TRY IT | The required output is a copy of each line in the material below that includes "Mapou".

TASK MATERIAL |

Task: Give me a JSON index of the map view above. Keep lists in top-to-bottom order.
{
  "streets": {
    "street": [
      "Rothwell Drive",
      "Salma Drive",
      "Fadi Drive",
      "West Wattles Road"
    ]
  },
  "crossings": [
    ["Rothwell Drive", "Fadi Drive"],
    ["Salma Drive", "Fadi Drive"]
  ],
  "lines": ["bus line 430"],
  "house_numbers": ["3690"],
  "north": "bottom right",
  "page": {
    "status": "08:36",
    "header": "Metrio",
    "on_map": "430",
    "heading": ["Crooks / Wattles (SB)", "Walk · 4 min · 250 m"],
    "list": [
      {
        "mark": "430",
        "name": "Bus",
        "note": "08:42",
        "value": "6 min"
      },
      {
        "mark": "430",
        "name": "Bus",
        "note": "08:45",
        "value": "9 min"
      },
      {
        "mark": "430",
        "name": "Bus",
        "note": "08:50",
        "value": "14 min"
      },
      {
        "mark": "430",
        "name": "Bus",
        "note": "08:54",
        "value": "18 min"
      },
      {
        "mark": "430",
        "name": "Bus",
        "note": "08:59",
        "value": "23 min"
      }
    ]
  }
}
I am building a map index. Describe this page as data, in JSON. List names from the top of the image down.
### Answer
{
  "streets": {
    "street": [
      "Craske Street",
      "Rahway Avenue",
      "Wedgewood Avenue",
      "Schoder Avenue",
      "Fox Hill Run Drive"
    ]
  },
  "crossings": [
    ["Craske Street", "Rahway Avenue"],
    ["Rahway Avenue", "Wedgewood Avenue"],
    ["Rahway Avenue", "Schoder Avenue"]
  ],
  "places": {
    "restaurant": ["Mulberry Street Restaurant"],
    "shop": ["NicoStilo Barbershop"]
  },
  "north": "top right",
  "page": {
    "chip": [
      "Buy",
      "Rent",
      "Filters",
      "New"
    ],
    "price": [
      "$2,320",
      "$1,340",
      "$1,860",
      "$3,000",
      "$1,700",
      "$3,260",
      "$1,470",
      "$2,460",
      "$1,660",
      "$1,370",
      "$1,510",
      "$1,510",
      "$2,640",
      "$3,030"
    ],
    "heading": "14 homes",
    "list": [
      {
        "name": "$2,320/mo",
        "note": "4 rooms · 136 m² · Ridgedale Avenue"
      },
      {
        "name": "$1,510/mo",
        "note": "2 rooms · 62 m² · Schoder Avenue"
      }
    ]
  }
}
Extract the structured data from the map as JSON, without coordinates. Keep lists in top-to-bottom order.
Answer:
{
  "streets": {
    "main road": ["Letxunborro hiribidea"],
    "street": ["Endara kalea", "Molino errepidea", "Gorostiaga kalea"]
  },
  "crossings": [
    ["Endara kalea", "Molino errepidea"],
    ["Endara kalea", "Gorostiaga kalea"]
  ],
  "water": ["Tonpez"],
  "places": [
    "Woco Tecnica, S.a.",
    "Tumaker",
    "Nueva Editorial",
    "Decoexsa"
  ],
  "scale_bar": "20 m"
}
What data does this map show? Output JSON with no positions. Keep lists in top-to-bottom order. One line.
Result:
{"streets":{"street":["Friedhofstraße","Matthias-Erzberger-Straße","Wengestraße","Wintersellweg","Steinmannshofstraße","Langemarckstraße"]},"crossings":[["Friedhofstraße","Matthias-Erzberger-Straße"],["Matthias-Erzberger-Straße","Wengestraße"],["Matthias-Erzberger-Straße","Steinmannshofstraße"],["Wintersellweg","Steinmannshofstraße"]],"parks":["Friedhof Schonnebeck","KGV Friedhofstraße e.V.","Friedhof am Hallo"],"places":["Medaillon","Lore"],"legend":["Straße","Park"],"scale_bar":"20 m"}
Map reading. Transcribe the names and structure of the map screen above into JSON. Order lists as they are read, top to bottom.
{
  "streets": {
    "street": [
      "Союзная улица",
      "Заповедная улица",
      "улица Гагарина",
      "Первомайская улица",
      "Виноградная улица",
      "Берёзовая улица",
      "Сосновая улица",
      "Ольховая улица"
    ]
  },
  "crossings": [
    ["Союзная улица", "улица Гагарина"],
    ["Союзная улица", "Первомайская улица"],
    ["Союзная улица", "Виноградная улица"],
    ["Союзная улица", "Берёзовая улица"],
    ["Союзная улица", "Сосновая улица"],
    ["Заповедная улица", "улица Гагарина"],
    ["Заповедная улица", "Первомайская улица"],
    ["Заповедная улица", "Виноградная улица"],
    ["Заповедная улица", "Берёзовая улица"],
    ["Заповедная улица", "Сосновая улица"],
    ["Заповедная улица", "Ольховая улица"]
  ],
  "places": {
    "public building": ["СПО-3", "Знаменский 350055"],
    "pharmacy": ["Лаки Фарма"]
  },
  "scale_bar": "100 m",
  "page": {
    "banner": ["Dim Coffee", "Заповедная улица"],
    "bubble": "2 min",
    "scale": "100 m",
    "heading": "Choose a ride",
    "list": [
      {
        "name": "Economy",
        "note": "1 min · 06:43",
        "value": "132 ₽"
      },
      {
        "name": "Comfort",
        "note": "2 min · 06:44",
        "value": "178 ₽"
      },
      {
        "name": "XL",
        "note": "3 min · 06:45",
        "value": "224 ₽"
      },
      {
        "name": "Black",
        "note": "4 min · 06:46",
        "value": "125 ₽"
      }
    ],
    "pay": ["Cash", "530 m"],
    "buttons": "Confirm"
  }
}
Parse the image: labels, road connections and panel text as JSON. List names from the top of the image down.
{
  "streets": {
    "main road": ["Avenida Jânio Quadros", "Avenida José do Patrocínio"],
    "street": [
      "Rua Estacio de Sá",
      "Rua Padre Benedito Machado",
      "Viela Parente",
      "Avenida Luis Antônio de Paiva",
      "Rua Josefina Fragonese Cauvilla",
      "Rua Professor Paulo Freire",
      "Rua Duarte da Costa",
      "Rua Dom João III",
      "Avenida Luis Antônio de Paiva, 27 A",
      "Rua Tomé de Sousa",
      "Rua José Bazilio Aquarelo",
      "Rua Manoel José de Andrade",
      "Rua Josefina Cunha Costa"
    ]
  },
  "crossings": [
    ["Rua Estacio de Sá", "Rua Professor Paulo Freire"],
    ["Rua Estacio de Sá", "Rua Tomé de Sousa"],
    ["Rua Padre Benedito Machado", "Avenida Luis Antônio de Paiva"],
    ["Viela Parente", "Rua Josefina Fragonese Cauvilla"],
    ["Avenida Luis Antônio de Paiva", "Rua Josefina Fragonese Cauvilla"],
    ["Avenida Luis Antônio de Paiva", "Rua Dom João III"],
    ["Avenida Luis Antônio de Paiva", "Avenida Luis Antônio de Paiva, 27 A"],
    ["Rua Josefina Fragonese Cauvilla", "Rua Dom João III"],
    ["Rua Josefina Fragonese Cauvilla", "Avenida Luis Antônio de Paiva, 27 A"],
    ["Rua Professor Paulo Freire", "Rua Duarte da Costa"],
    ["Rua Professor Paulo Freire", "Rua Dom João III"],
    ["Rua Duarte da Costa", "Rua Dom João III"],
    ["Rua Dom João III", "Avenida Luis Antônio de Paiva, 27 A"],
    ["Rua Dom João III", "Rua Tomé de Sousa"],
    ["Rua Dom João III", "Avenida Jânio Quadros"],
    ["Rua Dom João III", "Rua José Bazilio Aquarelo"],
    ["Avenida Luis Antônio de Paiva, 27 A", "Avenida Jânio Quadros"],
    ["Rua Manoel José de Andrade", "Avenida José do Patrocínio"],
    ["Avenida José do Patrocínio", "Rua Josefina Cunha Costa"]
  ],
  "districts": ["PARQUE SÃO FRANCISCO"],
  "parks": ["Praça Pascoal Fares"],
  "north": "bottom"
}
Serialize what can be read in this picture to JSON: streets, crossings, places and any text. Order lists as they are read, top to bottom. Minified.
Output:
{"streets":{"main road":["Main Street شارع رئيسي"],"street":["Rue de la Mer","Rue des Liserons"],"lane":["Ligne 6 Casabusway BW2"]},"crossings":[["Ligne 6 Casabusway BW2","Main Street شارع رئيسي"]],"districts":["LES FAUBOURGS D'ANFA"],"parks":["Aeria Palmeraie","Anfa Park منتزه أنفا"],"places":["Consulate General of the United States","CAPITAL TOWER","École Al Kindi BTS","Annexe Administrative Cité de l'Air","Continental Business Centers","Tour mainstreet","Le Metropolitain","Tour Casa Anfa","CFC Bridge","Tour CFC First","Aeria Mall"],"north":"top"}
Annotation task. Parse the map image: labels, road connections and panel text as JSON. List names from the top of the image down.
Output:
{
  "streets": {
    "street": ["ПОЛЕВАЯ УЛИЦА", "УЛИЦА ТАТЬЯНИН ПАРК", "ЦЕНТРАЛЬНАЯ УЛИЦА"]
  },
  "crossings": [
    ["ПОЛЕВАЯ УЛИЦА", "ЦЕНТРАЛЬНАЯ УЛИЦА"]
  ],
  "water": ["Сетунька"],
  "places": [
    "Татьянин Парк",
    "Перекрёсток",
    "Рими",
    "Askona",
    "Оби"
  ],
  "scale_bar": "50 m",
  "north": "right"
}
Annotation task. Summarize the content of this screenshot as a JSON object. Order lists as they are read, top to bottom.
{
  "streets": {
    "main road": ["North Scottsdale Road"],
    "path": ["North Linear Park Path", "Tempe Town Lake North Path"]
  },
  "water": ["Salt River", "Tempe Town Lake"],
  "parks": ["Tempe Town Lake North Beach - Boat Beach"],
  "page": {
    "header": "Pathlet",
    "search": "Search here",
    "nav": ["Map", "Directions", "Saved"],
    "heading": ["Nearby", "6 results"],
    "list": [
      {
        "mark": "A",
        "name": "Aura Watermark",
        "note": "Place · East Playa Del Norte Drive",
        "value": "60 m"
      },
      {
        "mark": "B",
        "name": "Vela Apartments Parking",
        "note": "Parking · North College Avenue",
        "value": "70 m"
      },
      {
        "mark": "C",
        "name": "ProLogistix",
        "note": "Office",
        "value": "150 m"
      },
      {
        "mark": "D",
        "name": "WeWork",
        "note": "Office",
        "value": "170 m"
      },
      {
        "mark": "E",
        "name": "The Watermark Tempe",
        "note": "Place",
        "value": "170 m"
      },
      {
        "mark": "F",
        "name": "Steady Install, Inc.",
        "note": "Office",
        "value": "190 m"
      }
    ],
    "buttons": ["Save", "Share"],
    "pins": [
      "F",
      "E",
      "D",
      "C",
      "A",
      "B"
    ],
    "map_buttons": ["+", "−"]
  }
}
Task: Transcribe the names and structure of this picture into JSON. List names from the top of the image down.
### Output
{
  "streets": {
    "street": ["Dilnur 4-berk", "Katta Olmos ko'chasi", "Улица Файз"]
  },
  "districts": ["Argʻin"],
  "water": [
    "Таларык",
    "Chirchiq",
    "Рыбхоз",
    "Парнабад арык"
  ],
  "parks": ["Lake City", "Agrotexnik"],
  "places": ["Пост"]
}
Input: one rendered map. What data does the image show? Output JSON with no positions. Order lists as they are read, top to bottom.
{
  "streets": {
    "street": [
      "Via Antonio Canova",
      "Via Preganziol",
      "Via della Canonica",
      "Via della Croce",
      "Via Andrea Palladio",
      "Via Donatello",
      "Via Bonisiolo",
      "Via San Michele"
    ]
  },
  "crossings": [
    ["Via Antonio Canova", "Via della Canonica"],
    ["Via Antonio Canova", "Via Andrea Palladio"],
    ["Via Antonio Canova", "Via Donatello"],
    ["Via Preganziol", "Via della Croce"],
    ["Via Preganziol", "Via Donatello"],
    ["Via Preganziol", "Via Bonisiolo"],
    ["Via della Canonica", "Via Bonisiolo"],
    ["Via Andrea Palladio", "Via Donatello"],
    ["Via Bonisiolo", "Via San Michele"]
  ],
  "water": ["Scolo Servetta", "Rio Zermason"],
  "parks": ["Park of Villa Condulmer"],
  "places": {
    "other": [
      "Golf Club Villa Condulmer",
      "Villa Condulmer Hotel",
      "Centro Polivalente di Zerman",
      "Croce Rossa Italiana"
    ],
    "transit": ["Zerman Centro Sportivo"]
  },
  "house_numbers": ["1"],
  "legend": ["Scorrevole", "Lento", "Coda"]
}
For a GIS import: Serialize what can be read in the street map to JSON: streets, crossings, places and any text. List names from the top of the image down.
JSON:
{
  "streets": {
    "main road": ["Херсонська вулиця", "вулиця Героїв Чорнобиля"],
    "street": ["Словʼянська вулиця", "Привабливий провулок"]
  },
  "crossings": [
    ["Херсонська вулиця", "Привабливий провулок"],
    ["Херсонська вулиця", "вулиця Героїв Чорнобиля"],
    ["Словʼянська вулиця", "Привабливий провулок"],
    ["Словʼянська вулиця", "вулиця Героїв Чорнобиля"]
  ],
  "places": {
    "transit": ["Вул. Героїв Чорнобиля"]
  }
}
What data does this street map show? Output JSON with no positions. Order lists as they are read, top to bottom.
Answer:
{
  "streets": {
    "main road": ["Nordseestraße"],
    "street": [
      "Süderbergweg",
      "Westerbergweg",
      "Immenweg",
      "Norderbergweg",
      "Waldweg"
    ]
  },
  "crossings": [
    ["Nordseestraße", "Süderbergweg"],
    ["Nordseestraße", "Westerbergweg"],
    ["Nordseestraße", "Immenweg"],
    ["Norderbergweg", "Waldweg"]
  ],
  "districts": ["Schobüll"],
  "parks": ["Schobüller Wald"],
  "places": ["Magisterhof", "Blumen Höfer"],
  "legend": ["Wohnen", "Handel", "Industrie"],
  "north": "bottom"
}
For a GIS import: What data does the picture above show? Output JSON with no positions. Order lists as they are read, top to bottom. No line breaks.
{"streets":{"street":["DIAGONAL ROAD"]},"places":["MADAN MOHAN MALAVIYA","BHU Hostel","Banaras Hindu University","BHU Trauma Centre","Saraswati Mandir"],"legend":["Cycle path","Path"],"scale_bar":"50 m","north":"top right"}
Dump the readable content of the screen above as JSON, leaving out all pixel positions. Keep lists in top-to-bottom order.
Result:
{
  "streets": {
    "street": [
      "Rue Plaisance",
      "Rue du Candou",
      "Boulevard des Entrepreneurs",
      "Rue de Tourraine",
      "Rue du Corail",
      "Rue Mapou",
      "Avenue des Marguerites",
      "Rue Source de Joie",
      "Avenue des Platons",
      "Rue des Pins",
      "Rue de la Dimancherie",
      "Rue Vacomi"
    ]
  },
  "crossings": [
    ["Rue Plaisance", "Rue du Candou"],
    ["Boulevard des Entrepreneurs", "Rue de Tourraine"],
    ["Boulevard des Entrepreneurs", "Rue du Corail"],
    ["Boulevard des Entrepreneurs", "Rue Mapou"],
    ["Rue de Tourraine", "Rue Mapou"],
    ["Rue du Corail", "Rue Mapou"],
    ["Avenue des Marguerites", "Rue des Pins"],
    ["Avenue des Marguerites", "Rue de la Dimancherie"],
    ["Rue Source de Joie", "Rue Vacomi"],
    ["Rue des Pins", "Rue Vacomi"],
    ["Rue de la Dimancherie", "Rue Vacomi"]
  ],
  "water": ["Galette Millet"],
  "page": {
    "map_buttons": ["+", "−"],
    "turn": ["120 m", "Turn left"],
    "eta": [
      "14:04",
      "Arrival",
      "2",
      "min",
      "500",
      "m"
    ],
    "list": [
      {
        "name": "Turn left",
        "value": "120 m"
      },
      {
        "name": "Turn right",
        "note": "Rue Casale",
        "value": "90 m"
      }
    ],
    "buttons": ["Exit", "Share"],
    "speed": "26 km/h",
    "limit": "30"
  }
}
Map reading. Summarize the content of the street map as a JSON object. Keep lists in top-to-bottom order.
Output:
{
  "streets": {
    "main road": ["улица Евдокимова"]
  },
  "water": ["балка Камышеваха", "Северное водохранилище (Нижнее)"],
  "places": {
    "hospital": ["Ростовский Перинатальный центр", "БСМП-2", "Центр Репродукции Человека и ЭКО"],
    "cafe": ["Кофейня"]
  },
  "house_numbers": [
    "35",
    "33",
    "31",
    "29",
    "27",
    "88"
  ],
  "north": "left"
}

COMPLETED EXERCISE |
      "Rue Mapou",
    ["Boulevard des Entrepreneurs", "Rue Mapou"],
    ["Rue de Tourraine", "Rue Mapou"],
    ["Rue du Corail", "Rue Mapou"],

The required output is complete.